Setidaknya ada 6 perwujudan willfulness dalam keseharian anak-anak dengan strong-willed. Dan, orangtua harus selalu siap menangkalnya dengan cara:
Pertama, kemauan yang impulsif dan fokus pada hasrat sesaat. Orangtua perlu membantu memperluas visi kemauan mereka dengan melatih mereka melihat ke depan, menimbang resiko dengan menunda pemenuhan keinginan.
Kedua, penolakan atas permintaan orangtua yang berujung power struggle.
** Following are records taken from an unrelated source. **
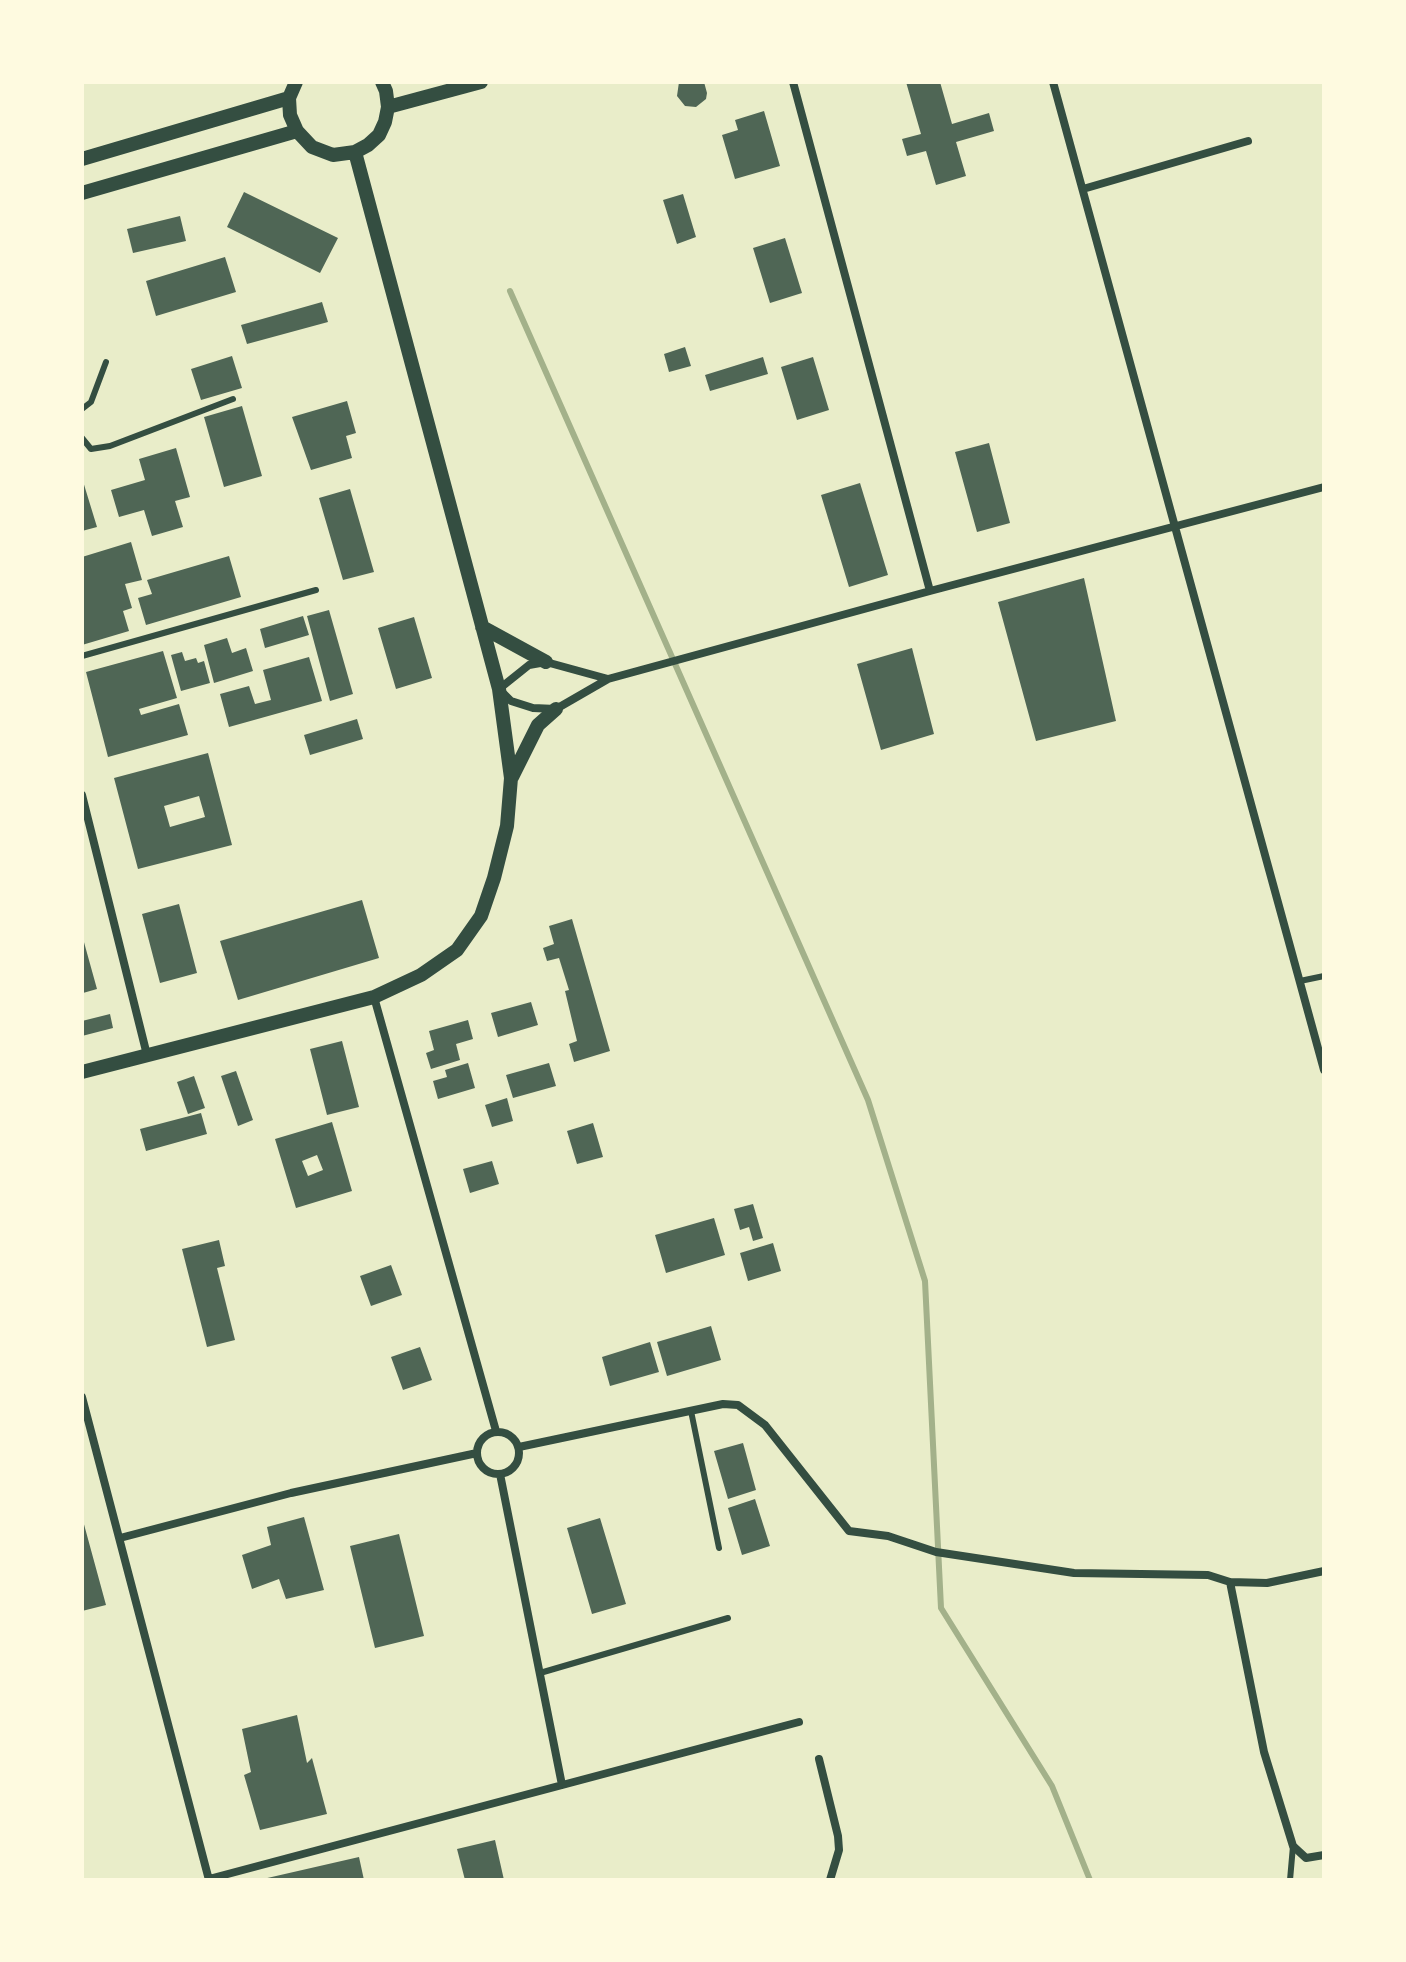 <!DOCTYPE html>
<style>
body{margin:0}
#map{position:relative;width:1406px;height:1962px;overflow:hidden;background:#e9edc9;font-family:"Roboto Condensed",sans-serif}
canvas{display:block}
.frame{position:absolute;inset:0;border:84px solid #fefae0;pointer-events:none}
</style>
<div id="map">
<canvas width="1406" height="1962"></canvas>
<div class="frame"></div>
</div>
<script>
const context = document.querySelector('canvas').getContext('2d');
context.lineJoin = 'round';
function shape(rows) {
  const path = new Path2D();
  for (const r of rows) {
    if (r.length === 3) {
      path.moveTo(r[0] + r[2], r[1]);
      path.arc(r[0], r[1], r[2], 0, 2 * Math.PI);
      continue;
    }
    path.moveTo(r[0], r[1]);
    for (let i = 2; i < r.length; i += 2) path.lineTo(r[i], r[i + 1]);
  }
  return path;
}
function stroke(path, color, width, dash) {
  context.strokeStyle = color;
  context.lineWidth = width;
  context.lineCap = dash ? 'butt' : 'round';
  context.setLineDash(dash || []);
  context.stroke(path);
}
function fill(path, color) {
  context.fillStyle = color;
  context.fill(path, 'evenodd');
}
const stream = shape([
 [510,291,868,1100,925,1281,941,1608,1052,1786,1090,1880]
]);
const building = shape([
 [679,82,704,82,707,93,706,99,696,107,685,106,677,96],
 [906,82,940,82,952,124,989,113,994,131,956,142,966,176,936,185,926,151,907,156,902,139,921,134],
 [764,111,780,166,735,179,722,135,738,130,735,120],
 [244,192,338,238,320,273,227,227],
 [683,194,696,237,677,244,663,200],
 [180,216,186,241,133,253,127,229],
 [785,238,802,293,770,303,753,248],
 [225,257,236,292,156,316,146,281],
 [322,302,328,322,247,344,241,325],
 [685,347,691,366,669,372,664,354],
 [232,356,242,388,201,400,191,369],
 [763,357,768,374,710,391,705,375],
 [813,357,829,410,797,420,781,367],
 [347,401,356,433,346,436,352,458,311,470,292,417],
 [242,406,262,476,224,487,204,417],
 [989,443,1010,523,977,532,955,452],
 [176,448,190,497,175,501,183,527,152,536,144,510,119,517,111,490,145,480,139,459],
 [82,478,97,527,82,531],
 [860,483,888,575,849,587,821,495],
 [350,489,374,572,343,580,319,498],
 [131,542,142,580,125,584,132,608,123,611,129,631,82,645,82,557],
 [229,556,241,597,146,625,138,598,152,594,147,580],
 [1084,578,1116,721,1036,741,998,602],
 [329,610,353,694,330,701,307,616],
 [303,616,309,635,265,648,260,629],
 [414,617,432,678,396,689,378,628],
 [227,638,232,653,246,648,253,671,214,683,204,645],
 [912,648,934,734,881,750,857,664],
 [163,651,177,698,139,709,141,715,179,704,188,735,108,757,86,672],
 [182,652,185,661,196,658,198,663,204,661,210,683,181,691,171,655],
 [309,657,322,701,229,727,220,694,249,686,255,704,271,700,263,670],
 [357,719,363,739,310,755,304,735],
 [208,753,232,845,138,869,114,778],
 [199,796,205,817,170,827,164,806],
 [362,900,379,958,238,1000,220,941],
 [179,904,197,973,160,983,142,914],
 [572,919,610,1051,574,1062,569,1044,577,1041,565,991,569,990,559,958,547,961,543,948,554,944,549,926],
 [82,935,97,989,83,993,82,988],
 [531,1002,538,1025,498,1037,491,1013],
 [110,1014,113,1028,82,1036,82,1021],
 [468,1020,473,1039,456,1044,460,1060,431,1069,426,1053,434,1050,429,1031],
 [342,1041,359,1107,327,1115,310,1049],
 [468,1063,475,1088,438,1099,433,1081,447,1077,445,1070],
 [549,1063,556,1086,513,1098,506,1075],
 [236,1071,253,1120,238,1126,221,1076],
 [194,1076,205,1108,188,1114,177,1082],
 [507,1098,513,1121,492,1127,485,1105],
 [201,1113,207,1134,146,1151,140,1129],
 [332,1122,352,1191,296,1208,275,1139],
 [317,1155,323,1170,308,1176,302,1161],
 [593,1123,603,1157,577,1164,567,1131],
 [492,1161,499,1184,470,1193,463,1169],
 [753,1204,763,1238,753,1241,749,1227,740,1230,734,1209],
 [714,1218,725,1255,666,1273,655,1235],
 [219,1240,225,1266,217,1268,235,1340,207,1347,182,1249],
 [773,1243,781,1271,748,1281,740,1253],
 [391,1265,402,1295,371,1306,360,1276],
 [711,1326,721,1360,667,1376,657,1342],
 [650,1342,659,1372,610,1386,602,1357],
 [420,1347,432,1380,403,1390,391,1357],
 [743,1443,756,1490,728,1499,714,1451],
 [755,1499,770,1546,742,1555,728,1508],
 [82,1517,106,1605,82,1611],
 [304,1517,324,1590,286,1599,279,1579,252,1589,242,1555,271,1545,267,1527],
 [600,1518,626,1604,592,1614,567,1528],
 [399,1534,424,1636,375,1648,350,1546],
 [297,1715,307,1763,312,1758,327,1814,260,1830,244,1775,251,1772,242,1729],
 [495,1840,504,1880,465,1880,457,1849],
 [359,1857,364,1880,264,1880,263,1879]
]);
const service = shape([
 [82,409,91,402,106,362],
 [82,438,91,449,110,446,233,399],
 [82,656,316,590],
 [1300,981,1324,976],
 [691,1411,719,1548],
 [540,1673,728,1618],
 [1290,1880,1293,1846]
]);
const minor = shape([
 [793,82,930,591],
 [1053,82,1324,1070],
 [1083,189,1248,141],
 [608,679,546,662,529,665,499,689,511,701,533,708,556,709,608,679,930,591,1324,487],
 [82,795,147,1055],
 [374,997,496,1431],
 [82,1397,209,1880],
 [498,1453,21],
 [519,1447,723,1404,738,1405,765,1425,849,1531,888,1536,936,1552,1074,1573,1208,1575,1230,1582,1267,1583,1324,1571],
 [500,1474,562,1785],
 [120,1538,291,1493,477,1453],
 [1230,1582,1264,1752,1293,1846,1306,1858,1324,1855],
 [819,1759,838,1836,839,1850,830,1880],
 [209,1879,799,1722]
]);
const tertiary = shape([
 [296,82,289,98,290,115,297,131,312,147,333,155,355,152,368,145,379,135,385,122,388,107,386,91,382,82],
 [388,107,481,82],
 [82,159,289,98],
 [82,193,297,131],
 [482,627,546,662],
 [512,777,538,725,556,709],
 [82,1072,374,997,421,975,457,950,481,916,494,878,507,826,511,778,499,689,355,152]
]);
stroke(stream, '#a3b18a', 6);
fill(building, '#4f6655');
stroke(service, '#344e41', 6);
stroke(minor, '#344e41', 8);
stroke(tertiary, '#344e41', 14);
</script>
Untuk mengatasinya orangtua bisa mengalihkan sikap negatif mereka dengan sesuatu yang menyenangkan untuk mendapatkan respon positif, dan kemudian kembali ke permintaan awal (distract and return).
Ketiga, pertanyaan, “mengapa?” yang tak berkesudahan, bukan untuk meminta menjelasan melainkan untuk menantang otoritas orangtua.
Jangan sampai menjawab sekenanya, karena akan selalu ada efek pertanyaan balasan. Cara paling ampuh meniadakan kesempatan pertanyaan ‘mengapa?’ Tiada akhir itu adalah dengan sebuah penjelasan yang komprehensif dan closing yang tegas.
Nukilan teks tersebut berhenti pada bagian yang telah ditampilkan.